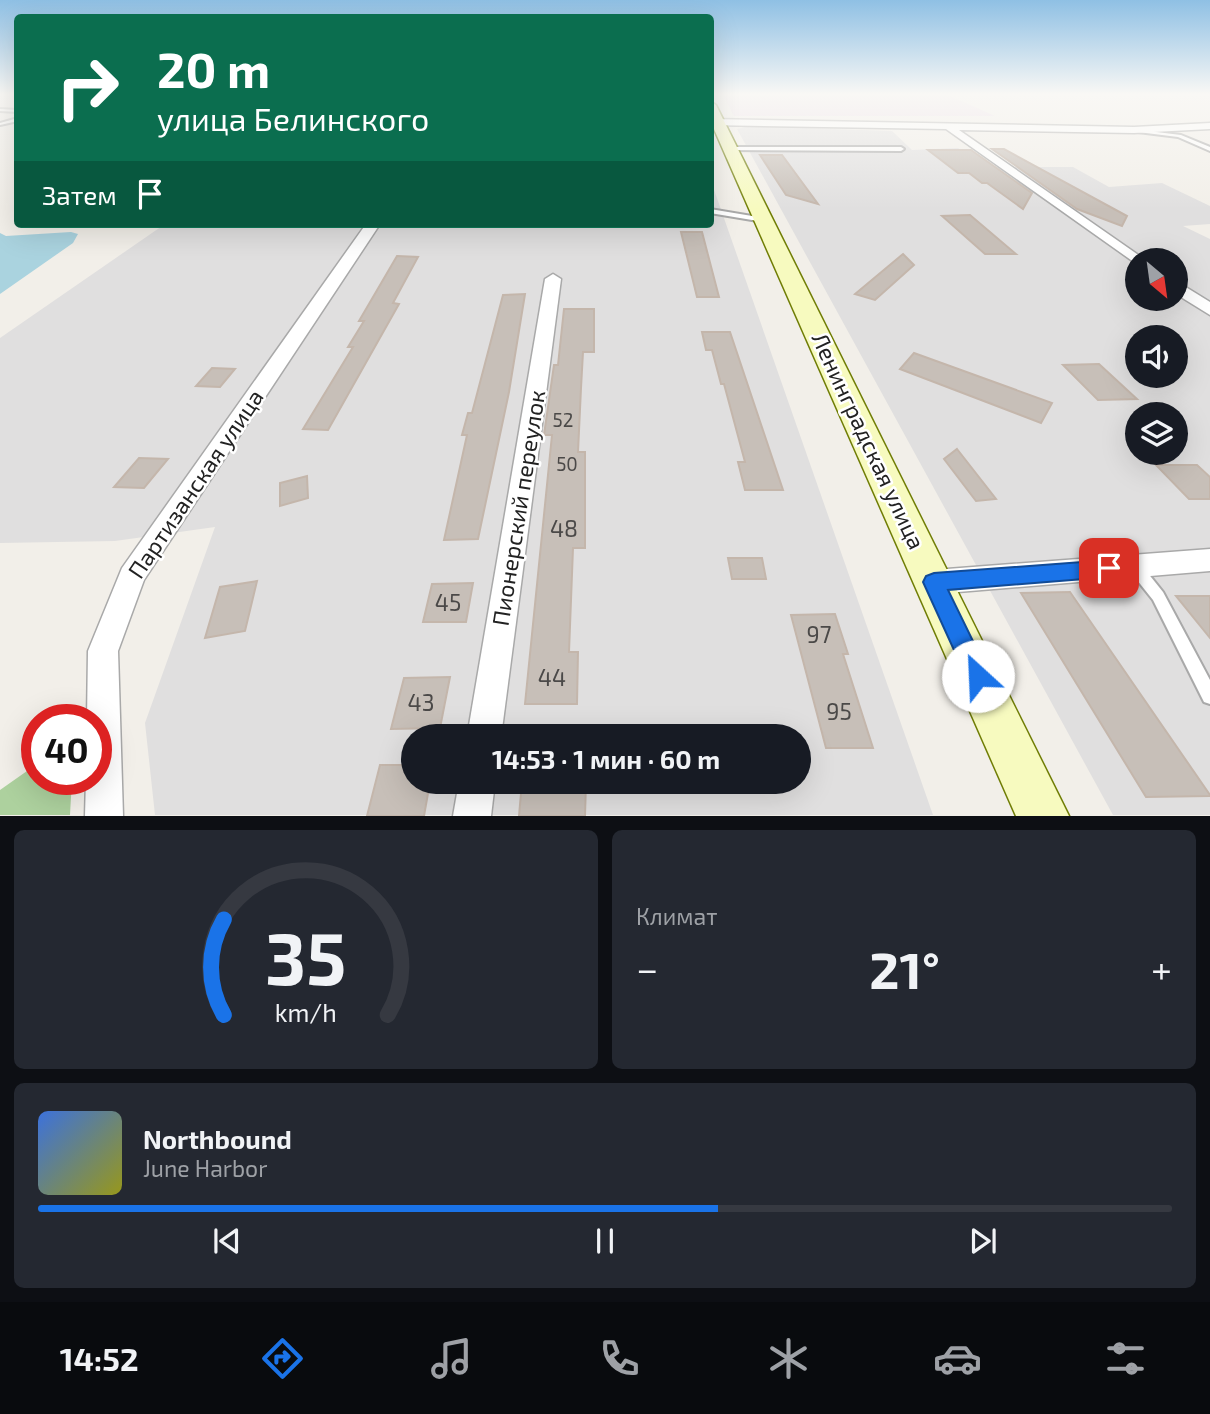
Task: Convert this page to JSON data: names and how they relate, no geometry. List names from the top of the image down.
{
  "streets": {
    "street": ["Ленинградская улица", "Партизанская улица", "Пионерский переулок"]
  },
  "house_numbers": [
    "52",
    "50",
    "48",
    "45",
    "97",
    "44",
    "43",
    "95"
  ],
  "north": "bottom right",
  "page": {
    "turn": ["20 m", "улица Белинского"],
    "then": "Затем",
    "limit": "40",
    "trip": "14:53 · 1 мин · 60 m",
    "tile": "Климат",
    "heat": ["−", "21°", "+"],
    "song": ["Northbound", "June Harbor"],
    "tabs": "14:52",
    "gauge": ["35", "km/h"]
  }
}
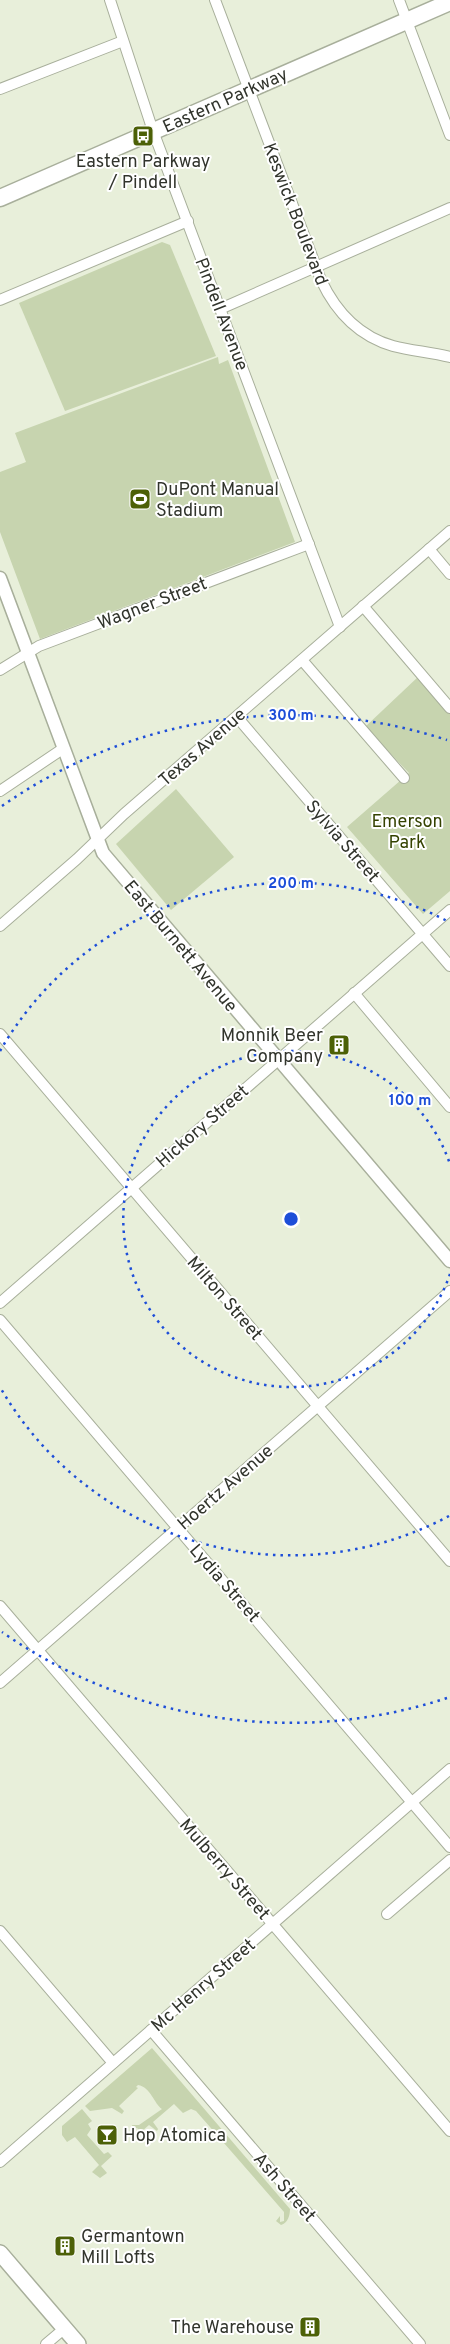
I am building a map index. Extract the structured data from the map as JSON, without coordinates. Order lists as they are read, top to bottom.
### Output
{
  "streets": {
    "main road": ["Eastern Parkway"],
    "street": [
      "Keswick Boulevard",
      "Pindell Avenue",
      "Wagner Street",
      "Texas Avenue",
      "Sylvia Street",
      "East Burnett Avenue",
      "Hickory Street",
      "Milton Street",
      "Hoertz Avenue",
      "Lydia Street",
      "Mulberry Street",
      "Mc Henry Street",
      "Ash Street"
    ]
  },
  "crossings": [
    ["Eastern Parkway", "Keswick Boulevard"],
    ["Eastern Parkway", "Pindell Avenue"],
    ["Pindell Avenue", "Wagner Street"],
    ["Pindell Avenue", "Texas Avenue"],
    ["Wagner Street", "East Burnett Avenue"],
    ["Texas Avenue", "Sylvia Street"],
    ["Texas Avenue", "East Burnett Avenue"],
    ["Sylvia Street", "Hickory Street"],
    ["East Burnett Avenue", "Hickory Street"],
    ["Hickory Street", "Milton Street"],
    ["Milton Street", "Hoertz Avenue"],
    ["Hoertz Avenue", "Lydia Street"],
    ["Hoertz Avenue", "Mulberry Street"],
    ["Lydia Street", "Mc Henry Street"],
    ["Mulberry Street", "Mc Henry Street"],
    ["Mc Henry Street", "Ash Street"]
  ],
  "parks": ["Emerson Park"],
  "places": {
    "bus stop": ["Eastern Parkway / Pindell"],
    "sports": ["DuPont Manual Stadium"],
    "building": ["Monnik Beer Company", "Germantown Mill Lofts", "The Warehouse"],
    "bar": ["Hop Atomica"]
  },
  "rings": ["300 m", "200 m", "100 m"]
}
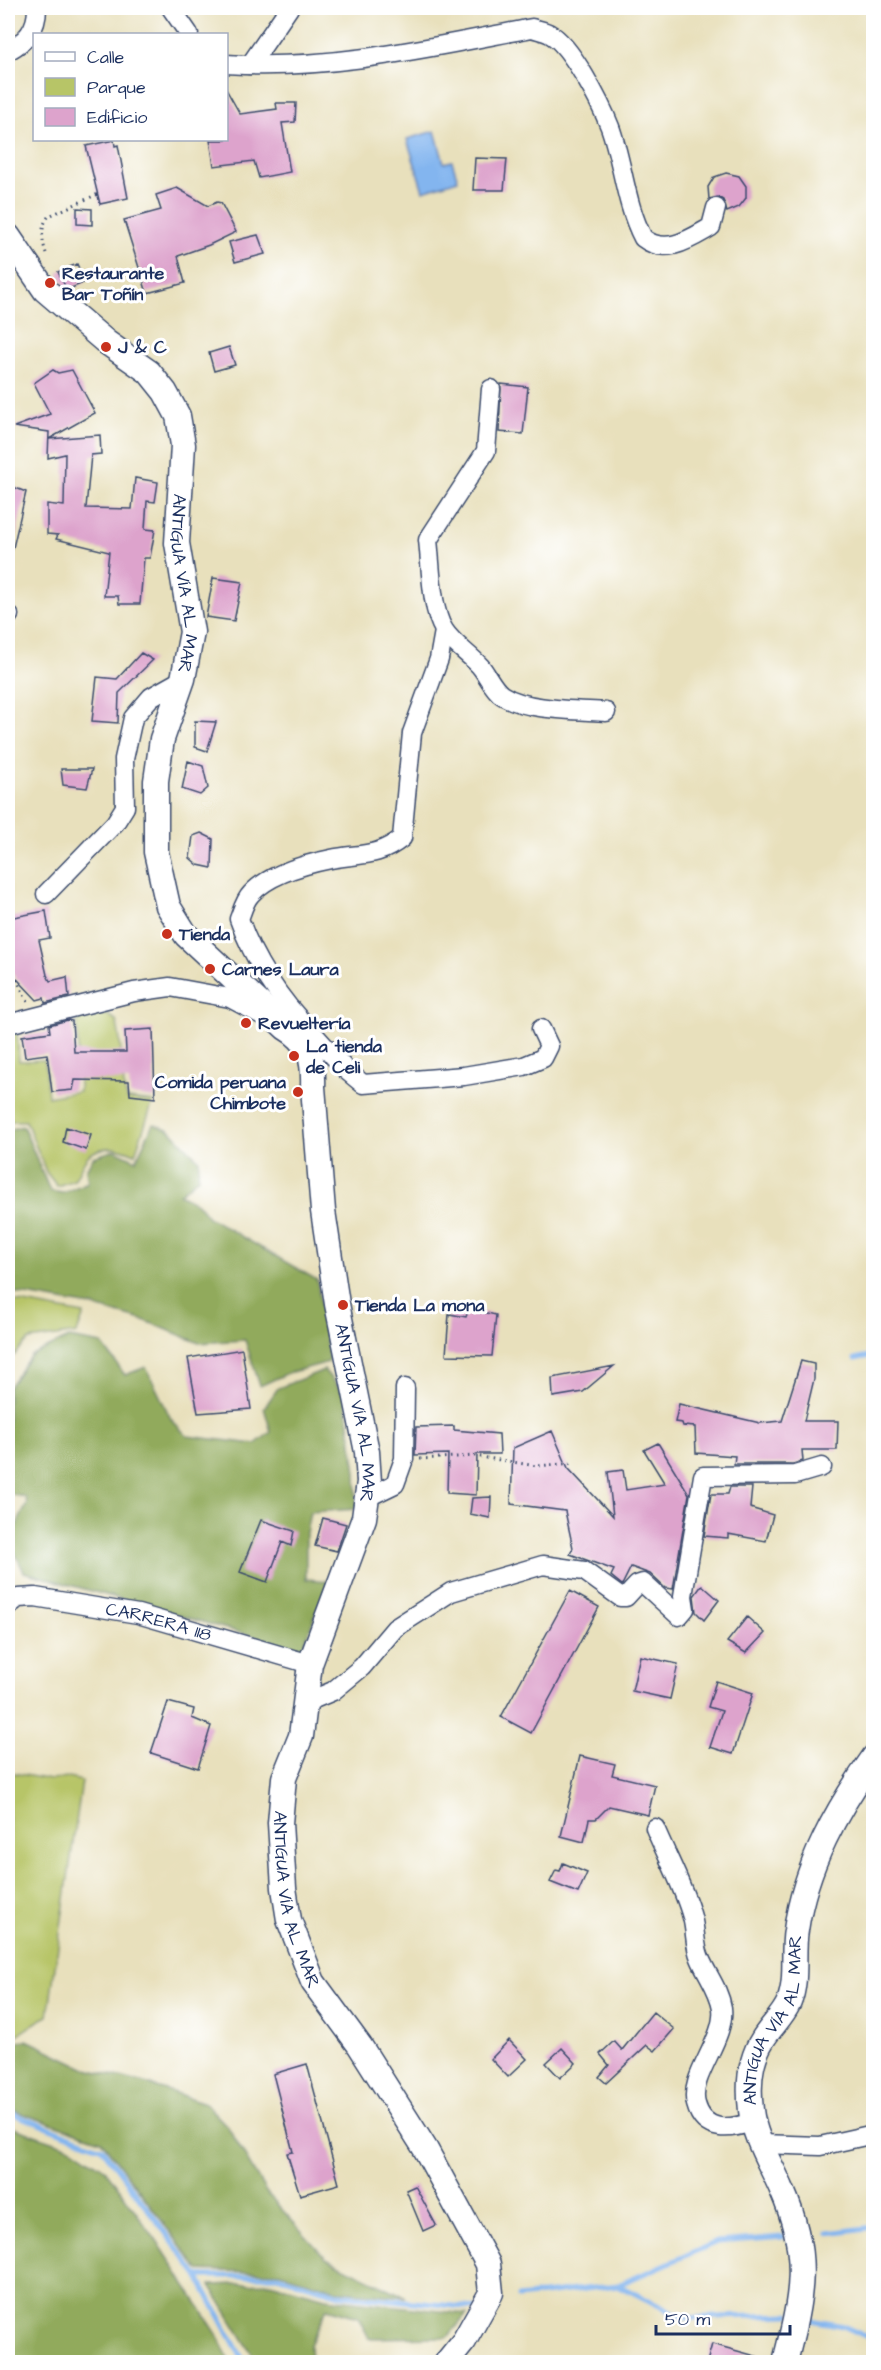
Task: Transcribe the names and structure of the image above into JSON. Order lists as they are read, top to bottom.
{
  "streets": {
    "main road": ["ANTIGUA VÍA AL MAR"],
    "street": ["CARRERA 118"]
  },
  "crossings": [
    ["ANTIGUA VÍA AL MAR", "CARRERA 118"]
  ],
  "places": [
    "Restaurante Bar Toñín",
    "J & C",
    "Tienda",
    "Carnes Laura",
    "Revueltería",
    "La tienda de Celi",
    "Comida peruana Chimbote",
    "Tienda La mona"
  ],
  "legend": ["Calle", "Parque", "Edificio"],
  "scale_bar": "50 m"
}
━━━
* _INSTRUCTIONS TO FOLLOW_:
Copy every record verbatim while leaving each picture out.

* _TASK SOLUTION_:
Task: Convert this page to JSON data: names and how they relate, no geometry. List names from the top of the image down.
{
  "streets": {
    "street": ["Ленинградская улица", "Партизанская улица", "Пионерский переулок"]
  },
  "house_numbers": [
    "52",
    "50",
    "48",
    "45",
    "97",
    "44",
    "43",
    "95"
  ],
  "north": "bottom right",
  "page": {
    "turn": ["20 m", "улица Белинского"],
    "then": "Затем",
    "limit": "40",
    "trip": "14:53 · 1 мин · 60 m",
    "tile": "Климат",
    "heat": ["−", "21°", "+"],
    "song": ["Northbound", "June Harbor"],
    "tabs": "14:52",
    "gauge": ["35", "km/h"]
  }
}
I am building a map index. Extract the structured data from the map as JSON, without coordinates. Order lists as they are read, top to bottom.
### Output
{
  "streets": {
    "main road": ["Eastern Parkway"],
    "street": [
      "Keswick Boulevard",
      "Pindell Avenue",
      "Wagner Street",
      "Texas Avenue",
      "Sylvia Street",
      "East Burnett Avenue",
      "Hickory Street",
      "Milton Street",
      "Hoertz Avenue",
      "Lydia Street",
      "Mulberry Street",
      "Mc Henry Street",
      "Ash Street"
    ]
  },
  "crossings": [
    ["Eastern Parkway", "Keswick Boulevard"],
    ["Eastern Parkway", "Pindell Avenue"],
    ["Pindell Avenue", "Wagner Street"],
    ["Pindell Avenue", "Texas Avenue"],
    ["Wagner Street", "East Burnett Avenue"],
    ["Texas Avenue", "Sylvia Street"],
    ["Texas Avenue", "East Burnett Avenue"],
    ["Sylvia Street", "Hickory Street"],
    ["East Burnett Avenue", "Hickory Street"],
    ["Hickory Street", "Milton Street"],
    ["Milton Street", "Hoertz Avenue"],
    ["Hoertz Avenue", "Lydia Street"],
    ["Hoertz Avenue", "Mulberry Street"],
    ["Lydia Street", "Mc Henry Street"],
    ["Mulberry Street", "Mc Henry Street"],
    ["Mc Henry Street", "Ash Street"]
  ],
  "parks": ["Emerson Park"],
  "places": {
    "bus stop": ["Eastern Parkway / Pindell"],
    "sports": ["DuPont Manual Stadium"],
    "building": ["Monnik Beer Company", "Germantown Mill Lofts", "The Warehouse"],
    "bar": ["Hop Atomica"]
  },
  "rings": ["300 m", "200 m", "100 m"]
}
Task: Transcribe the names and structure of the image above into JSON. Order lists as they are read, top to bottom.
{
  "streets": {
    "main road": ["ANTIGUA VÍA AL MAR"],
    "street": ["CARRERA 118"]
  },
  "crossings": [
    ["ANTIGUA VÍA AL MAR", "CARRERA 118"]
  ],
  "places": [
    "Restaurante Bar Toñín",
    "J & C",
    "Tienda",
    "Carnes Laura",
    "Revueltería",
    "La tienda de Celi",
    "Comida peruana Chimbote",
    "Tienda La mona"
  ],
  "legend": ["Calle", "Parque", "Edificio"],
  "scale_bar": "50 m"
}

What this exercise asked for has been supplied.